Dirtbag and Tampa Bay Rays third baseman Evan Longoria capped a remarkable season by capturing all 28 first-place votes for the Jackie Robinson AL Rookie of the Year Award. On the year, Longoria hit .272 with 27 home runs and 85 RBIs in 122 games.
“This is where, as a baseball player, I wanted to be,” Longoria said via conference call from his California home. “If I told you two years ago I knew I’d be in this situation, I’d be lying. This is a dream come true and what you always dream of as a kid.”
The Rays’ 31-game improvement from last season had a lot to do with the glove and bat of Longoria. The third-overall pick by the Rays in the 2006 First-Year Player Draft began the season at Triple-A Durham, but was promoted to the big club on April 12, where he started 103 of the next 104 games while hitting mostly cleanup and fifth.

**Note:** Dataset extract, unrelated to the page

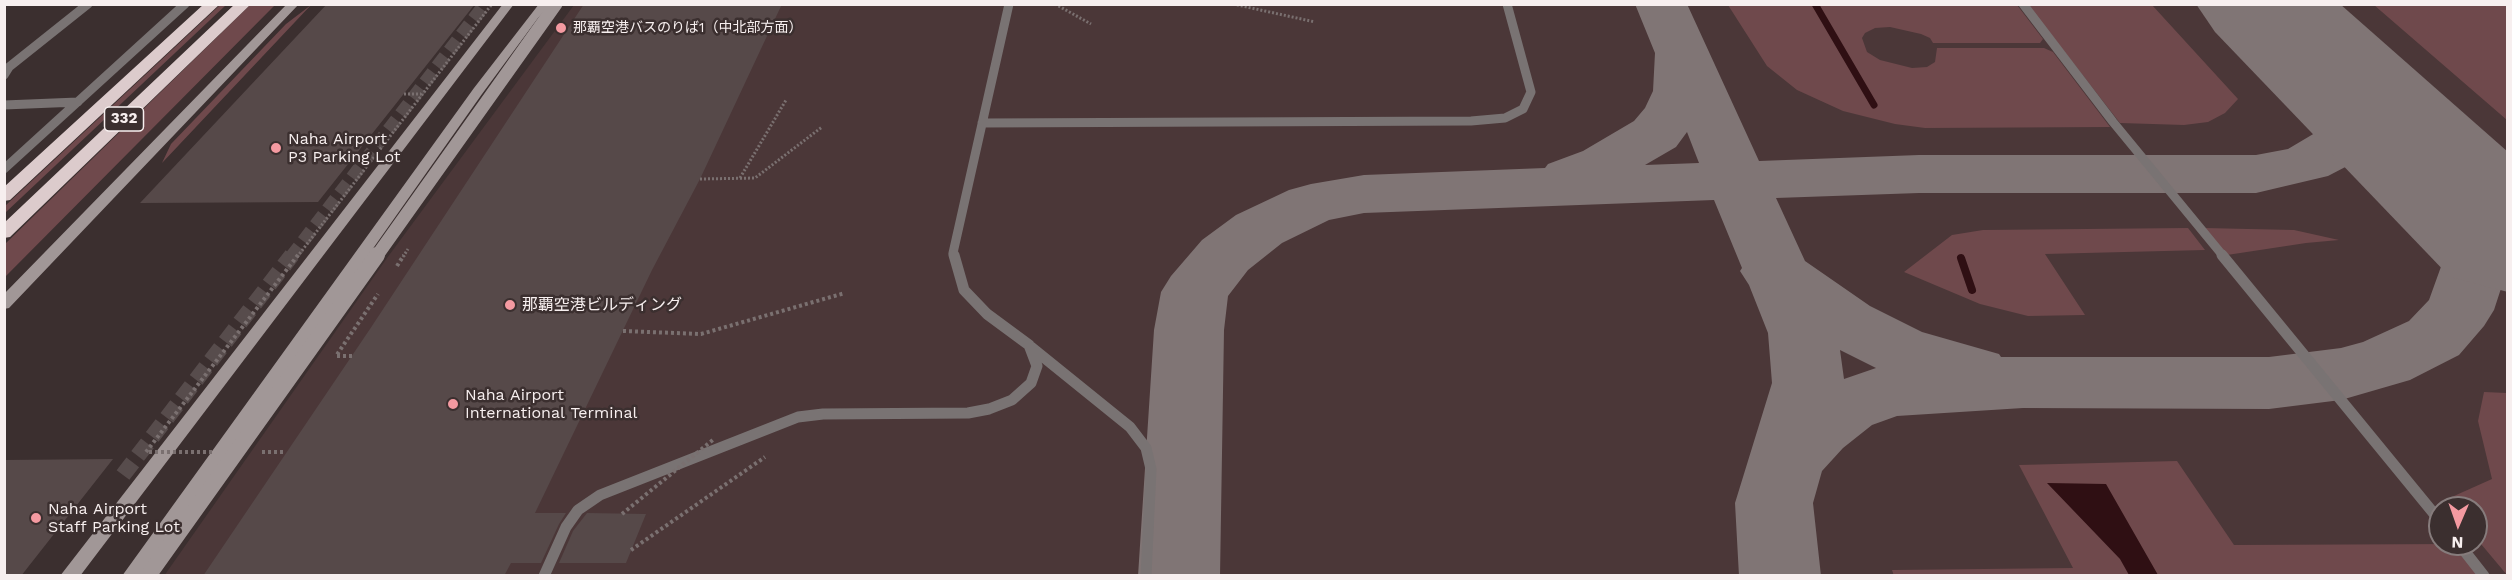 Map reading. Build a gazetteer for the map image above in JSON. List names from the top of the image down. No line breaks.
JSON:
{"streets":{"highway":["332"]},"places":["那覇空港バスのりば1（中北部方面）","Naha Airport P3 Parking Lot","那覇空港ビルディング","Naha Airport International Terminal","Naha Airport Staff Parking Lot"],"north":"bottom"}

On August 10, the 23-year-old fractured his right wrist after being hit by a pitch from Mariners closer J.J. Putz. Longoria went on to miss the next 30 games. But when the playoffs came around, so did the third baseman’s power, and he went on to set the rookie record for home runs in the playoffs.
Longoria led all Major League rookies in home runs and slugging percentage (.531). He was also tops among AL rookies in RBIs, extra-base hits (60) and total bases (238). He ranked sixth among AL third basemen with a .963 fielding percentage.
For you ten Rays fans, don’t worry, you’re not going to be the next version of the Florida Marlins.
Longoria signed a six-year, $17.5 million contract earlier in the 2008 season. With a year like this one and a contract like that, Longoria will undoubtedly be one of the faces of the young Tampa Bay franchise.
“We all know that baseball is a team sport, but every franchise has to have somebody,” Longoria said. “You look at every team, and there’s one player that sticks out. Whether it’s me or B.J. Upton or Scott Kazmir, it doesn’t matter. If it happens to be me, I’ll do the best I can to represent the club and the city.”
Of course, with great play, come great expectations.
“That’s something I enjoy,” he said. “I feel like I can, obviously, do a lot more. I had a great year — bar none. I wouldn’t go into next year expecting myself to hit double the home runs and double the RBIs. That would be a silly thought. I think if I were able to replicate this year every year, it’d be a productive year… I know I have the ability to do more, and all I can really do is prepare myself to the best of my abilities and then go out on the field and see what happens.”
As for the World Series slump, “I knew when the [Series] was over, I didn’t play very well — everybody who watched the World Series knew that,” Longoria said. “But, having the year that I had and just being able to play in that situation and that Series, I knew — win or lose — I was just going to the stadium every day to have fun. I was still pretty content with the fact that we had such a great year and really nothing to be disappointed about.”
Longoria, who was the only player listed on all the ballots, became the seventh AL rookie to win the award by a unanimous vote and the first since fellow St. John Bosco alumni Nomar Garciaparra in 1997.